Data items:

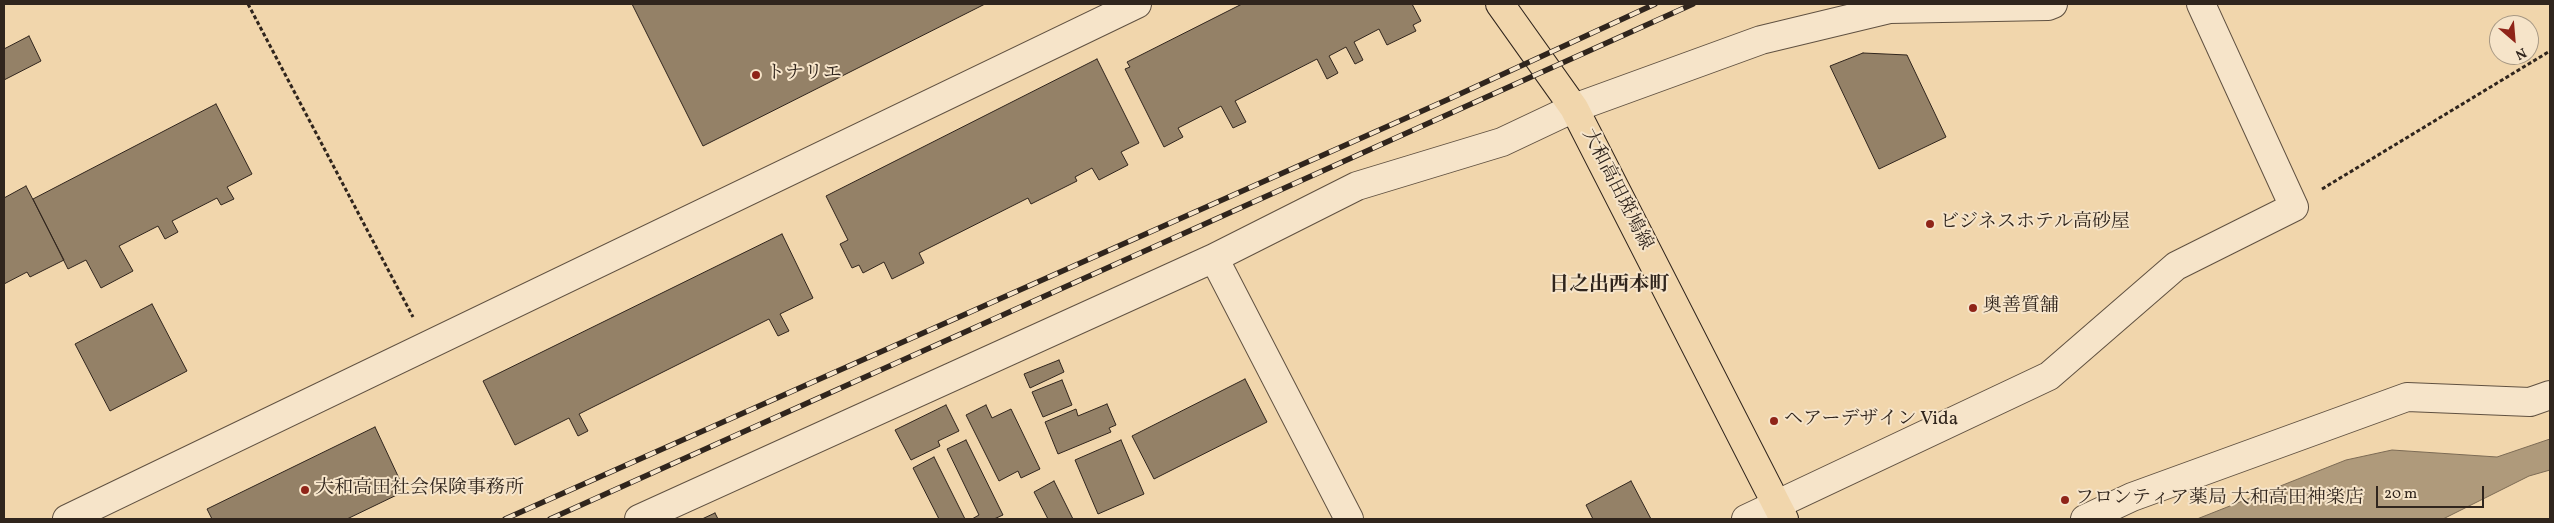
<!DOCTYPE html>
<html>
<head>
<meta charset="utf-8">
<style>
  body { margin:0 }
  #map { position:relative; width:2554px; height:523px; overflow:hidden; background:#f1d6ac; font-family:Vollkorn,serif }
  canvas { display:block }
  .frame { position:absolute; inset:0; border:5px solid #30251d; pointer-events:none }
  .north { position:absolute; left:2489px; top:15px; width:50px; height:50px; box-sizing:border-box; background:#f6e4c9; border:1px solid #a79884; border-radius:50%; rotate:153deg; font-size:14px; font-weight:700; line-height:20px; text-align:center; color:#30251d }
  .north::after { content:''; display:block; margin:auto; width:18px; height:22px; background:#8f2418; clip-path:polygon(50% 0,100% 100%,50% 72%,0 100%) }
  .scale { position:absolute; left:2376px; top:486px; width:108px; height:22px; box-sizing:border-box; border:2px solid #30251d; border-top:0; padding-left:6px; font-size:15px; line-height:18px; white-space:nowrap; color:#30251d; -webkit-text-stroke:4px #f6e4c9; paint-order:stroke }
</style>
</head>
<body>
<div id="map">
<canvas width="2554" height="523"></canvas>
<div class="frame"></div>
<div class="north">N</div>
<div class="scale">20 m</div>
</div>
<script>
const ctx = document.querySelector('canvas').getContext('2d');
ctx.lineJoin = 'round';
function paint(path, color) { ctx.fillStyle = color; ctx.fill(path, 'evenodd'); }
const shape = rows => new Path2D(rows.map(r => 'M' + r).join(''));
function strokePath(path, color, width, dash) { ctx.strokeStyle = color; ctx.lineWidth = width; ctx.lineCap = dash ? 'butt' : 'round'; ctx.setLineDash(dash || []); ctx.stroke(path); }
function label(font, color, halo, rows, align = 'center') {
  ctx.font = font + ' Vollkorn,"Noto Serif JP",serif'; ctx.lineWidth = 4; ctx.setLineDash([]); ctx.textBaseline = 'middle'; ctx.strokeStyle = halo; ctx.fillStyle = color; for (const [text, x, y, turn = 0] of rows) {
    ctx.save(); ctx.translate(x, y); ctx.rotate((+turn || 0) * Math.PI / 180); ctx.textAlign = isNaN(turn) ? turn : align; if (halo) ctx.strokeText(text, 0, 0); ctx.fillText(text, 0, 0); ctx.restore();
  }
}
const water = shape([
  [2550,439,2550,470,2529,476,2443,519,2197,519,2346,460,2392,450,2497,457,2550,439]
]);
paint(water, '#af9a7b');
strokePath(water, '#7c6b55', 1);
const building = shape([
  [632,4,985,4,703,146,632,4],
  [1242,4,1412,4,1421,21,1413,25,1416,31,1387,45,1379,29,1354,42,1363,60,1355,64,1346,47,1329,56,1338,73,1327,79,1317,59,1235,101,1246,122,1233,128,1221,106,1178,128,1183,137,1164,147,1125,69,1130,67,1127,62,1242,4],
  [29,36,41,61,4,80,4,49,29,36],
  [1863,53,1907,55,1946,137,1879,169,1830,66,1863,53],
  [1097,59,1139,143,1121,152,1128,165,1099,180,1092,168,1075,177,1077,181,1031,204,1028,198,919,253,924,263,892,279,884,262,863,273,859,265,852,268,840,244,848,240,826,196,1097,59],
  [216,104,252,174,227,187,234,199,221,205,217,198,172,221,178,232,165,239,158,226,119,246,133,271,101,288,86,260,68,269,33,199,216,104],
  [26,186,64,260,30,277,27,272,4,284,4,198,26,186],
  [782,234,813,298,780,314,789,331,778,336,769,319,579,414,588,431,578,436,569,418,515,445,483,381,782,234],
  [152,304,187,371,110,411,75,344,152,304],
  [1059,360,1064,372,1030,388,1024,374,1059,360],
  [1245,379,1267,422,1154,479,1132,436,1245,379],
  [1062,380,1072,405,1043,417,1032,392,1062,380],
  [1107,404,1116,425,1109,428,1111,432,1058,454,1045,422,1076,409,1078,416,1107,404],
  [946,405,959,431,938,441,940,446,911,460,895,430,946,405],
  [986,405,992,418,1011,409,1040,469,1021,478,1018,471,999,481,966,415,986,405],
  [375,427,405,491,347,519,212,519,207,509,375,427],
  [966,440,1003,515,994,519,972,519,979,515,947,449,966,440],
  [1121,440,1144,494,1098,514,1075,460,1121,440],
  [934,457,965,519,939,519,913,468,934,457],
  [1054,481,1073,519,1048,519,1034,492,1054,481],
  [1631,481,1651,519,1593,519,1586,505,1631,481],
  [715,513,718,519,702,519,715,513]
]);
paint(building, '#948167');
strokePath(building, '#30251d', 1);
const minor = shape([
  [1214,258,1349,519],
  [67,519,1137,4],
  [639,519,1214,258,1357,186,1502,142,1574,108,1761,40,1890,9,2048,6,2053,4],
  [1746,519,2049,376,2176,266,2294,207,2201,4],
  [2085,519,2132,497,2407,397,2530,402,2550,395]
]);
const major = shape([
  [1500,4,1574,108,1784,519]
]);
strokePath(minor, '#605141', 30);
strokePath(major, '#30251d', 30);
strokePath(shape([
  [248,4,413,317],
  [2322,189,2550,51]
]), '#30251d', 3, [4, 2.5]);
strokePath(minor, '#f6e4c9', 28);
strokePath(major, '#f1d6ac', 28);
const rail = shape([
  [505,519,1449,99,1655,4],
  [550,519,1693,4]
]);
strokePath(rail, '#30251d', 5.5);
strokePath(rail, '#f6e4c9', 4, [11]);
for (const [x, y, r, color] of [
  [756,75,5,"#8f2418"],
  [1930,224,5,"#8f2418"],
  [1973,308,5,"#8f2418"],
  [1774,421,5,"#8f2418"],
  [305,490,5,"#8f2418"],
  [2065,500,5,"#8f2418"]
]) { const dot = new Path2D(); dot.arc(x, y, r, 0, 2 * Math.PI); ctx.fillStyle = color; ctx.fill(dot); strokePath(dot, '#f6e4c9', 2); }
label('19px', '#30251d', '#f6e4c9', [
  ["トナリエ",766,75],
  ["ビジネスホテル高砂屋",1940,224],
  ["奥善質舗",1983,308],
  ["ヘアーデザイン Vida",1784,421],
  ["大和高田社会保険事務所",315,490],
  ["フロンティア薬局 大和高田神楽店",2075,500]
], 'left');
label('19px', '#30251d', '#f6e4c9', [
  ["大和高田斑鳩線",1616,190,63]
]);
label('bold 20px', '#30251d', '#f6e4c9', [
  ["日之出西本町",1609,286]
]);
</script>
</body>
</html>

→ **Exercise objective**
Each line in the data that holds the string "setLineDash" should be found and copied.

→ **Exercise response**
function strokePath(path, color, width, dash) { ctx.strokeStyle = color; ctx.lineWidth = width; ctx.lineCap = dash ? 'butt' : 'round'; ctx.setLineDash(dash || []); ctx.stroke(path); }
  ctx.font = font + ' Vollkorn,"Noto Serif JP",serif'; ctx.lineWidth = 4; ctx.setLineDash([]); ctx.textBaseline = 'middle'; ctx.strokeStyle = halo; ctx.fillStyle = color; for (const [text, x, y, turn = 0] of rows) {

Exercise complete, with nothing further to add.